The expression of VE-cadherin in breast cancer cells modulates cell dynamics as a function of tumor differentiation and promotes tumor–endothelial cell interactions

  • Maryam Rezaei
  • Jiahui Cao
  • Katrin Friedrich
  • Björn Kemper
  • Oliver Brendel
  • Marianne Grosser
  • Manuela Adrian
  • Gustavo Baretton
  • Georg Breier
  • Hans-Joachim SchnittlerEmail author
Original Paper

Abstract

The cadherin switch has profound consequences on cancer invasion and metastasis. The endothelial-specific vascular endothelial cadherin (VE-cadherin) has been demonstrated in diverse cancer types including breast cancer and is supposed to modulate tumor progression and metastasis, but underlying mechanisms need to be better understood. First, we evaluated VE-cadherin expression by tissue microarray in 392 cases of breast cancer tumors and found a diverse expression and distribution of VE-cadherin. Experimental expression of fluorescence-tagged VE-cadherin (VE-EGFP) in undifferentiated, fibroblastoid and E-cadherin-negative MDA-231 (MDA-VE-EGFP) as well as in differentiated E-cadherin-positive MCF-7 human breast cancer cell lines (MCF-VE-EGFP), respectively, displayed differentiation-dependent functional differences.

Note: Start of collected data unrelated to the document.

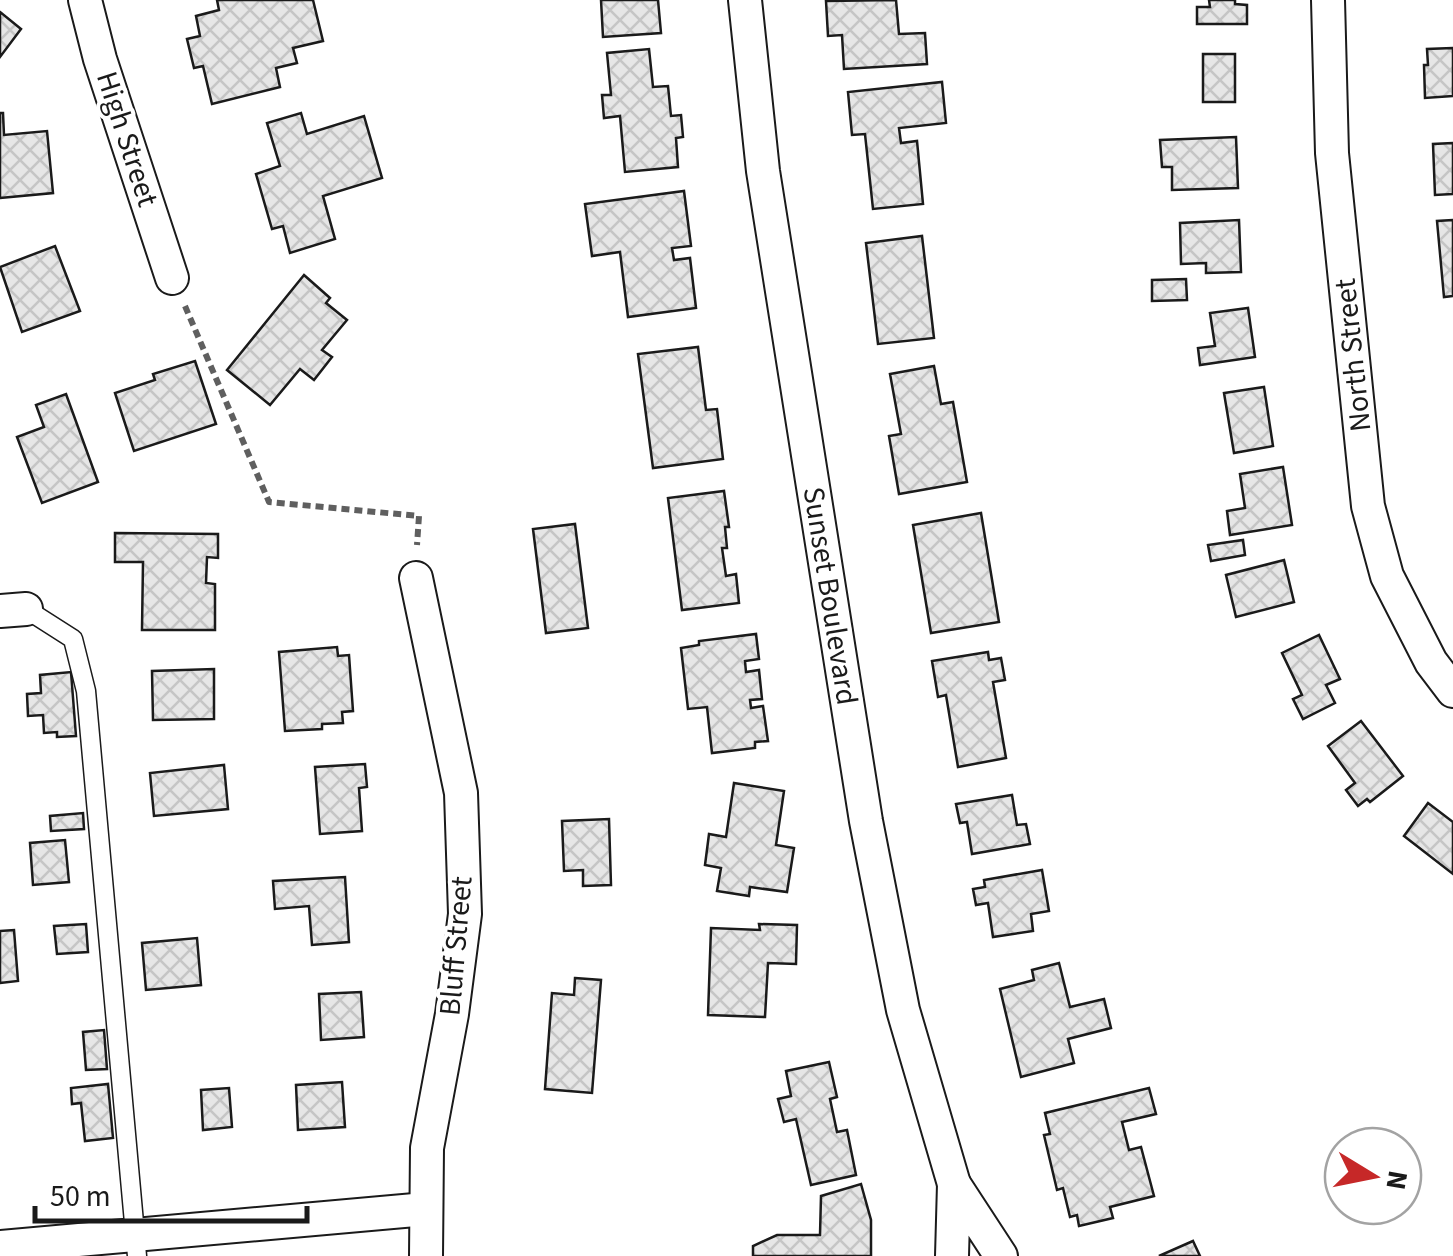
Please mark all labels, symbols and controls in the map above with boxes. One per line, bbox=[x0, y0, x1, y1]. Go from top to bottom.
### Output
street label: High Street bbox=[85, 66, 169, 212]
street label: North Street bbox=[1324, 276, 1382, 434]
street label: Sunset Boulevard bbox=[792, 484, 868, 708]
street label: Bluff Street bbox=[428, 874, 484, 1018]
north arrow bbox=[1323, 1126, 1423, 1226]
scale bar bbox=[35, 1161, 308, 1223]
text: N bbox=[1375, 1168, 1418, 1193]
text: 50 m bbox=[50, 1175, 111, 1218]

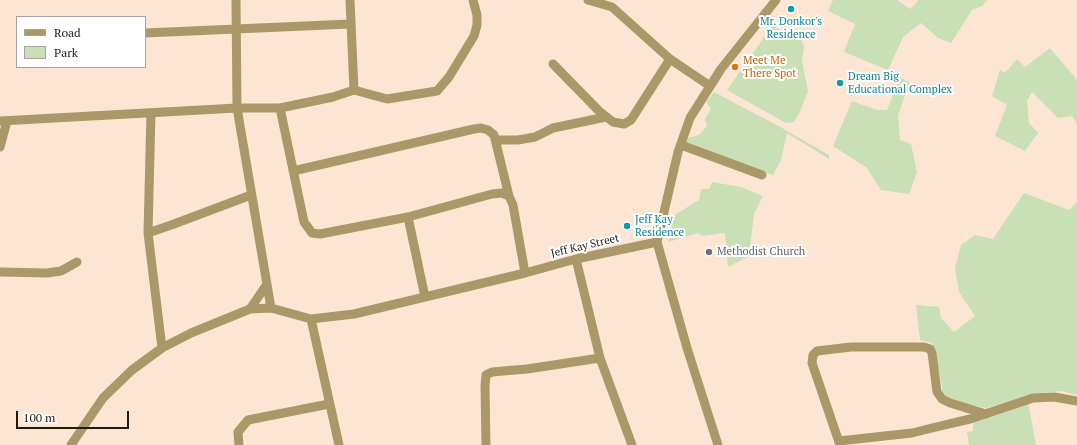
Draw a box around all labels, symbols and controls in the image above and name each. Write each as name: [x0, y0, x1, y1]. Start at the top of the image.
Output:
marker: Mr. Donkor's Residence: [786, 4, 796, 14]
place label: Mr. Donkor's Residence: [760, 15, 822, 41]
legend: [16, 16, 146, 68]
text: Road: [54, 25, 81, 40]
text: Park: [54, 45, 78, 60]
place label: Meet Me There Spot: [743, 54, 796, 80]
marker: Meet Me There Spot: [730, 62, 740, 72]
place label: Dream Big Educational Complex: [848, 70, 952, 96]
marker: Dream Big Educational Complex: [835, 78, 845, 88]
place label: Jeff Kay Residence: [635, 213, 684, 239]
marker: Jeff Kay Residence: [622, 221, 632, 231]
street label: Jeff Kay Street: [550, 232, 620, 260]
place label: Methodist Church: [717, 245, 805, 259]
marker: Methodist Church: [704, 247, 714, 257]
scale bar: [18, 403, 131, 429]
text: 100 m: [23, 410, 55, 425]

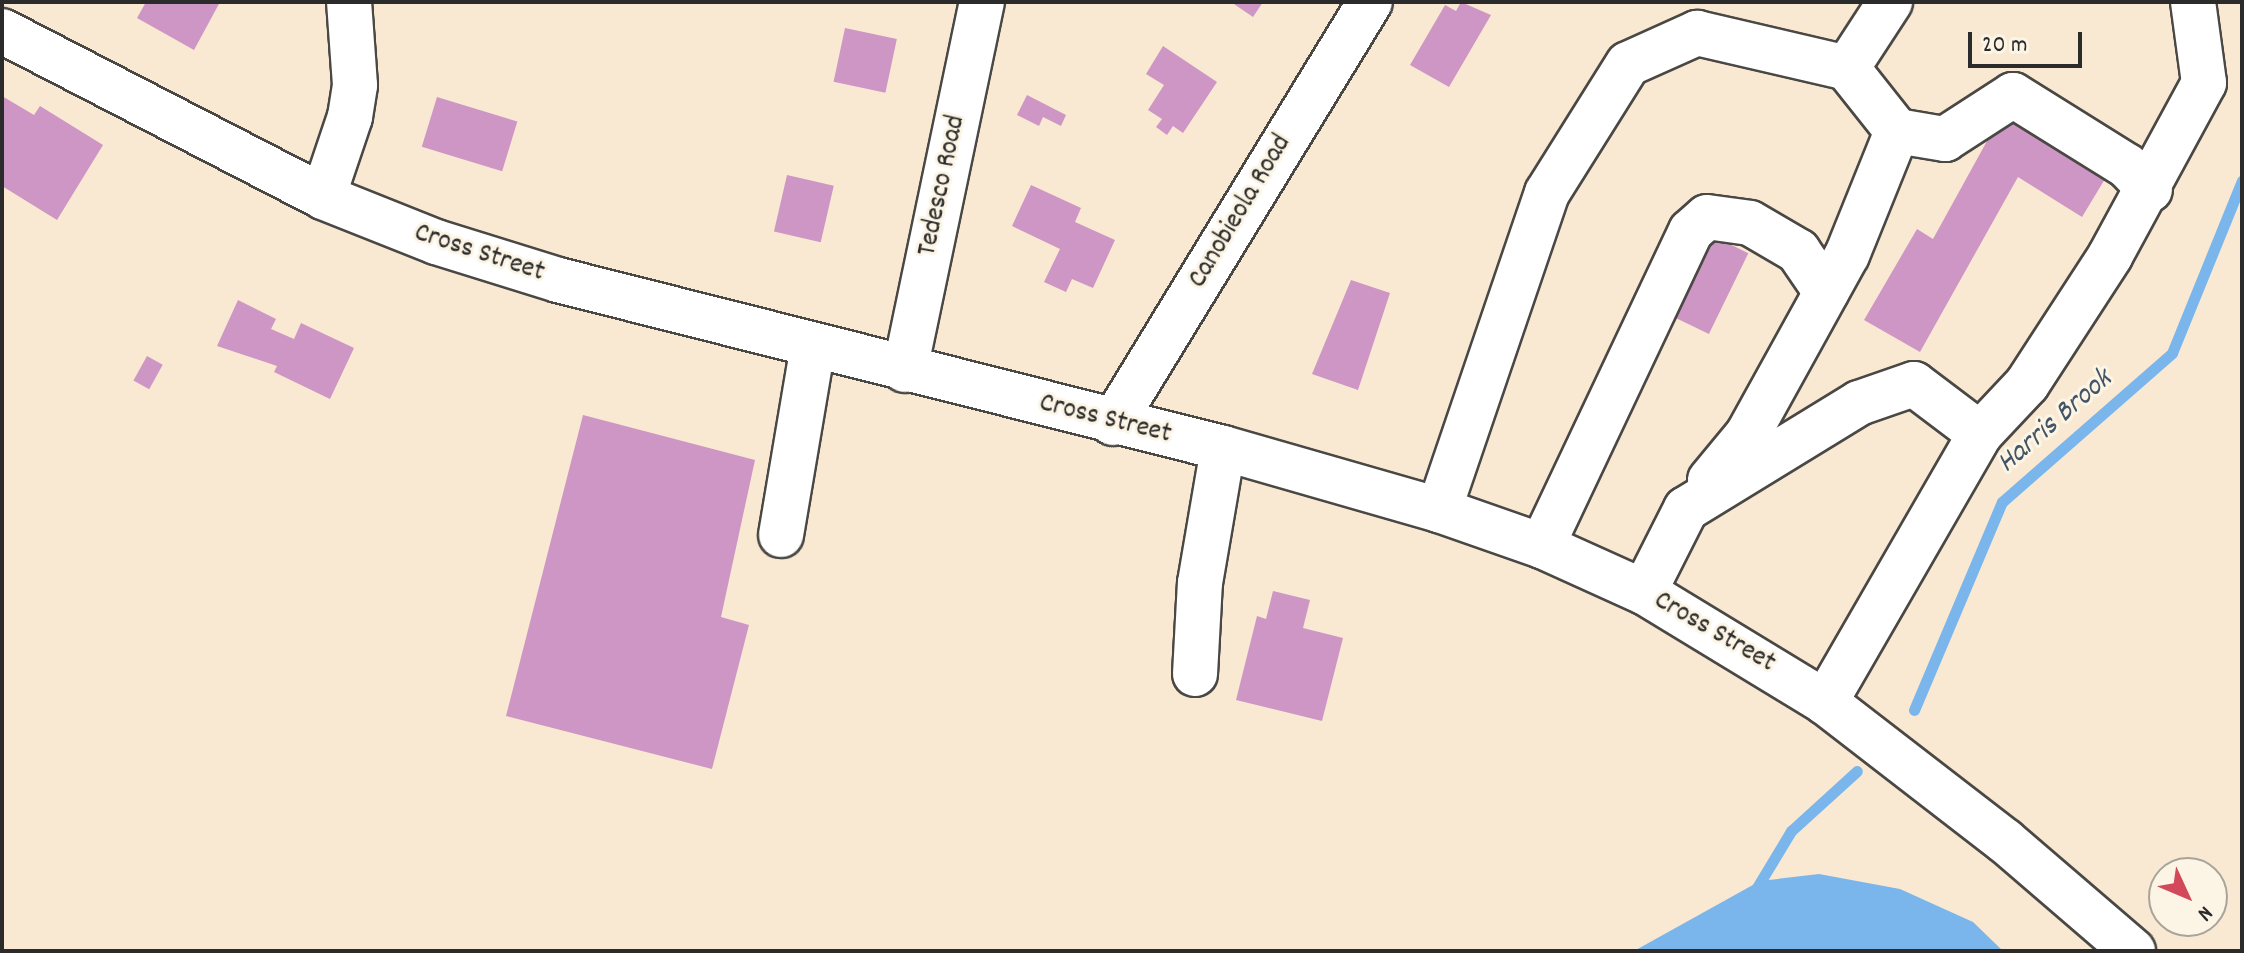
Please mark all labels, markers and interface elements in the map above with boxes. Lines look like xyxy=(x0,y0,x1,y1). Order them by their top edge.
scale bar xyxy=(1972,16,2086,66)
text: 20 m xyxy=(1982,29,2028,63)
street label: Tedesco Road xyxy=(912,112,974,260)
street label: Canobieola Road xyxy=(1182,129,1300,295)
street label: Cross Street xyxy=(410,217,548,291)
water label: Harris Brook xyxy=(1991,363,2121,483)
street label: Cross Street xyxy=(1036,387,1174,453)
street label: Cross Street xyxy=(1647,585,1781,681)
north arrow xyxy=(2148,857,2228,937)
text: N xyxy=(2189,898,2219,927)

VE-EGFP expression reversed the fibroblastoid MDA-231 cells to an epithelial-like phenotype accompanied by increased β-catenin expression, actin and vimentin remodeling, increased cell spreading and barrier function and a reduced migration ability due to formation of VE-cadherin-mediated cell junctions. The effects were largely absent in both MDA-VE-EGFP and in control MCF-EGFP cell lines. However, MCF-7 cells displayed a VE-cadherin-independent planar cell polarity and directed cell migration that both developed in MDA-231 only after VE-EGFP expression. Furthermore, VE-cadherin expression had no effect on tumor cell proliferation in monocultures while co-culturing with endothelial cells enhanced tumor cell proliferation due to integration of the tumor cells into monolayer where they form VE-cadherin-mediated cell contacts with the endothelium. We propose an interactive VE-cadherin-based crosstalk that might activate proliferation-promoting signals. Together, our study shows a VE-cadherin-mediated cell dynamics and an endothelial-dependent proliferation in a differentiation-dependent manner.

Keywords

Breast cancer VE-cadherin Tumor progression Epithelial–mesenchymal transition Cell migration 

Notes

Acknowledgements

The authors are grateful for highly sufficient assistance by Annelie Ahle, Vesna Bojovic and Christine Schimp. We thank Martin Muermann for MS editing and to the “Biobank” of University Cancer Center Dresden (UCC) for supporting the preparation of tissue microarray. We also thank Anke Klawitter and Thomas Brock for sharing unpublished results. This work was supported by grants from the German Research Council to H.S. (DFG INST 2105/24-1 and SCHN 430/6-2). The Excellence Cluster Cells In Motion (CIM) of the WWU-Münster, flexible fund to H.S (FF-2014-15).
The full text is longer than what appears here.